Tuesday, October 19, 2010

Learn to love the higher dollar

Never let anyone tell you the high dollar is a bad thing. Unless you're the kind of person who wouldn't want a pay rise.

The sharp increase in the dollar now underway is boosting the buying power of every dollar we have. If you want proof, go on line and check out US dollar prices. The numbers quoted are now identical to those we would have to pay in Australian dollars (before postage and duties where appropriate). Up until now we have had to pay extra. Our money now literally buys more.

If this is making you feel uneasy because the wealth seems unearned, lighten up. When our dollar would buy less than half of what it does now (US47.75 in 2001) we accepted the impoverishment with grace.

And our new buying power is earned. This year the world iron ore price will be twice what it was last year. The price of coking coal will climb 60 per cent. Our miners are shifting more of the stuff as well, meaning the buyers (often in China) need to swap a lot more of their own currency into our currency to complete the transaction, pushing up the price of our dollar and making even those of us who don't mine better off.

Movements in the value of the dollar are the chief means by which the increased wealth generated by mining is spread throughout the nation.... There are other means, taxation and royalties among them. When the former Prime Minister tired to boost the tax on mining to maintain our share of the bonanza he set off a chain of events which cost him his job. Dividends and share prices are also spreading the wealth, as are the jobs created servicing the mining industry in mining states and in far-flung locations in apparently unrelated industries.

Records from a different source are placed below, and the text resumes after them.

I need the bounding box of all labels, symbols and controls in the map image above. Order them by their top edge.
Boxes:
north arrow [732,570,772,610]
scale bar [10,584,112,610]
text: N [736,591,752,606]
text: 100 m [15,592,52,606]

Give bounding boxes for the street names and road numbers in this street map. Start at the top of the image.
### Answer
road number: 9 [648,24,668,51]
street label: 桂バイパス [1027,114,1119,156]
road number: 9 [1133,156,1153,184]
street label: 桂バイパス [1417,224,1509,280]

But the main way that a boost in export income spreads throughout the nation is by increasing the value of the dollar. Think of it as automatic socialism if you like - spreading the gains (just as lower dollar helps spread the losses when our export earnings fall).

What about the losers, you are entitled to ask. I have been asked that in every decade since the dollar was floated. And it gets less of a concern as time goes on.

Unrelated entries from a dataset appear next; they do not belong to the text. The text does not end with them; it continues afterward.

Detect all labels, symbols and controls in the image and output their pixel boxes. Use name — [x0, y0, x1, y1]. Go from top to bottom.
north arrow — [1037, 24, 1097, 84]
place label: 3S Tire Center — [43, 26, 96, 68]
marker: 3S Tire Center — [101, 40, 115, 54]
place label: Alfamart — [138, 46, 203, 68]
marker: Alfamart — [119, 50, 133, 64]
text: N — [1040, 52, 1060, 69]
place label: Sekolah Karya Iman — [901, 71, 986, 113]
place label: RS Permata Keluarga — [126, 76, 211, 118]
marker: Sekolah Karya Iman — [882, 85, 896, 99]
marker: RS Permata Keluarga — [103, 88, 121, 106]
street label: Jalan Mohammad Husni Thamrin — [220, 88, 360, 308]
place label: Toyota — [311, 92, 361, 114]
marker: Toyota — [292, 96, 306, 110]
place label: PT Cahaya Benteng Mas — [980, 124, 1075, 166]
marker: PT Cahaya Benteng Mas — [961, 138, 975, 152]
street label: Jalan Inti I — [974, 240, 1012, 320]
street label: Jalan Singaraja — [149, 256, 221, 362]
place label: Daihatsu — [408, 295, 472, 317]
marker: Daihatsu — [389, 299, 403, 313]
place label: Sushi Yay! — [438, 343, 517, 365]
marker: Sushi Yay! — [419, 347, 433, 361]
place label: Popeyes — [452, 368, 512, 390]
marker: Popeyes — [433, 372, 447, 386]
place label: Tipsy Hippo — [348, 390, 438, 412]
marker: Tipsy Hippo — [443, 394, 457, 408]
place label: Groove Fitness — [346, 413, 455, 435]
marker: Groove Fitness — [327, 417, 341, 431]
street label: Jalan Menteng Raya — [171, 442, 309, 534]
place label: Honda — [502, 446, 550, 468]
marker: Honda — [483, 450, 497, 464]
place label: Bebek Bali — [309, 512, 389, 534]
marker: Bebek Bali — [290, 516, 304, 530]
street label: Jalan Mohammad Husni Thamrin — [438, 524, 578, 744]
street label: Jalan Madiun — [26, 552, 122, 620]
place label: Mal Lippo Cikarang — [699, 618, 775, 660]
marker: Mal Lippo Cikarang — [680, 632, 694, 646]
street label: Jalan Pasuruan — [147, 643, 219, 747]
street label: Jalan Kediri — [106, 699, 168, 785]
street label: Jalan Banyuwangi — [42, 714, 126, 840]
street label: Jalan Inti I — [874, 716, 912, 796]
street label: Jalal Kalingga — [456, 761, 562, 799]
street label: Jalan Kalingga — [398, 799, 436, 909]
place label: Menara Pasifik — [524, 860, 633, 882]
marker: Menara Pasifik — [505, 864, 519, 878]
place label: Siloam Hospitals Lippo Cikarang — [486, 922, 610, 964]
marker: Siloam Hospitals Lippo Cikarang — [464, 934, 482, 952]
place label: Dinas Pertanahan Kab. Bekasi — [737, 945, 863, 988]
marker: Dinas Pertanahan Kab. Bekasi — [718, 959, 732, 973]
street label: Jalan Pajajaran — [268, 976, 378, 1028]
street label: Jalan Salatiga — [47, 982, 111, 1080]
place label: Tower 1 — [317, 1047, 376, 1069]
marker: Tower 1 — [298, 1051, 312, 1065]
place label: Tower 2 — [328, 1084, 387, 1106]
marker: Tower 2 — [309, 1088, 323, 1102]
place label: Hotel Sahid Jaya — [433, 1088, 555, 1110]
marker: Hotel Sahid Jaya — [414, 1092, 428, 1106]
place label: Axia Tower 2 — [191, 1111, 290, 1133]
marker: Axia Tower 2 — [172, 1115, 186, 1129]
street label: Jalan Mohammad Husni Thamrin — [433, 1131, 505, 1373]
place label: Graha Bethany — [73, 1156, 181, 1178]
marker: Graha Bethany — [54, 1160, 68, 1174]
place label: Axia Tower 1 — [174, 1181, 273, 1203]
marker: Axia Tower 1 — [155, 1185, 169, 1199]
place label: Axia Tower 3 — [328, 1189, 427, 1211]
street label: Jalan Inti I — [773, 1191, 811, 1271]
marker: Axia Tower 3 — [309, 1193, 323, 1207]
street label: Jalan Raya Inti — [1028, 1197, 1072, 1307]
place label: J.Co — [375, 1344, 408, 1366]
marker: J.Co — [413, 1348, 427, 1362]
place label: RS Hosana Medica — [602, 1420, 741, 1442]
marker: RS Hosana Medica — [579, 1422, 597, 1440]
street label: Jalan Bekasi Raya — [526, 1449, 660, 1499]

The losers are traditionally said to be Australia's manufacturers, people who compete with imports to sell what they make or try to sell their products overseas. Of course in a direct sense manufacturers benefit from the higher dollar, as we all do. Every dollar a manufacturer earns, every dollar a manufacturer has already saved, buys more. But in the same way as having a higher wage might put a job seeker at a disadvantage when it comes to getting or keeping a job, suddenly charging a higher price when expressed in foreign dollars will make it harder to sell your product. At home you will be competing a against suddenly more affordable imports.

It's less of concern than it was in part because there's less manufacturing than there was. Most of the Australian textile and clothing firms that used to compete with overseas suppliers have shut up shop. Mitsubishi has stopped making Australian cars.

And the manufacturers that are still here are increasingly importers as well as exporters. Holden imports parts for the cars it sells here and exports. Many firms are now so integrated across borders it is hard to tell whether they export, import, or just produce.

In parliament yesterday Treasurer Wayne Swan rattled off the usual list of supposed victims of the higher dollar, "trade exposed industries such as tourism, manufacturing, agriculture and education finding it tougher to compete in global markets".

He can scratch much of agriculture. Official forecasts have the global wheat price up 20 per cent this year. The volume of wheat leaving the country will be up 33 per cent. The global beef price will climb 5 per cent, the global wool price 2 per cent. Agriculture is likely to join mining as one of the causes of the higher dollar in the year ahead rather than languish as one of its victims.

Education will do very badly. But it was set to do badly anyway. Bad providers of education have damaged the brand. The higher dollar will make the poor service the industry provides to overseas customers all the more apparent.

Other industries will be hit without just cause. Broadly anyone who sells a service without a significant import component will find their product less attractive. Tourism providers are a good example. (Although not the international airlines. We left the country an extraordinary 600,000 times in August, up 13 per cent on the year before.) Artisans and computer programmers are other examples.

Australians making musical instruments or software for example will find themselves undercut. Unless they cut their prices. I am not being flippant. No-one likes to cut their prices (except smart firms such as Coles and Aldi who have discovered there's money it.)

But quoting a constant US dollar price on a website is one way to do it with dignity. Another way is to do it knowing that although you are charging fewer Australian dollars each is worth more.

Trying to stop the dollar climbing - trying to stop Australians becoming more wealthy in a mining boom - is next to impossible.

But if you want to try, Norway points the way. It imposes a petroleum super profits tax of 50 per cent and stores the loot offshore where it can't push up the currency.

It has succeeded in not giving itself a pay rise.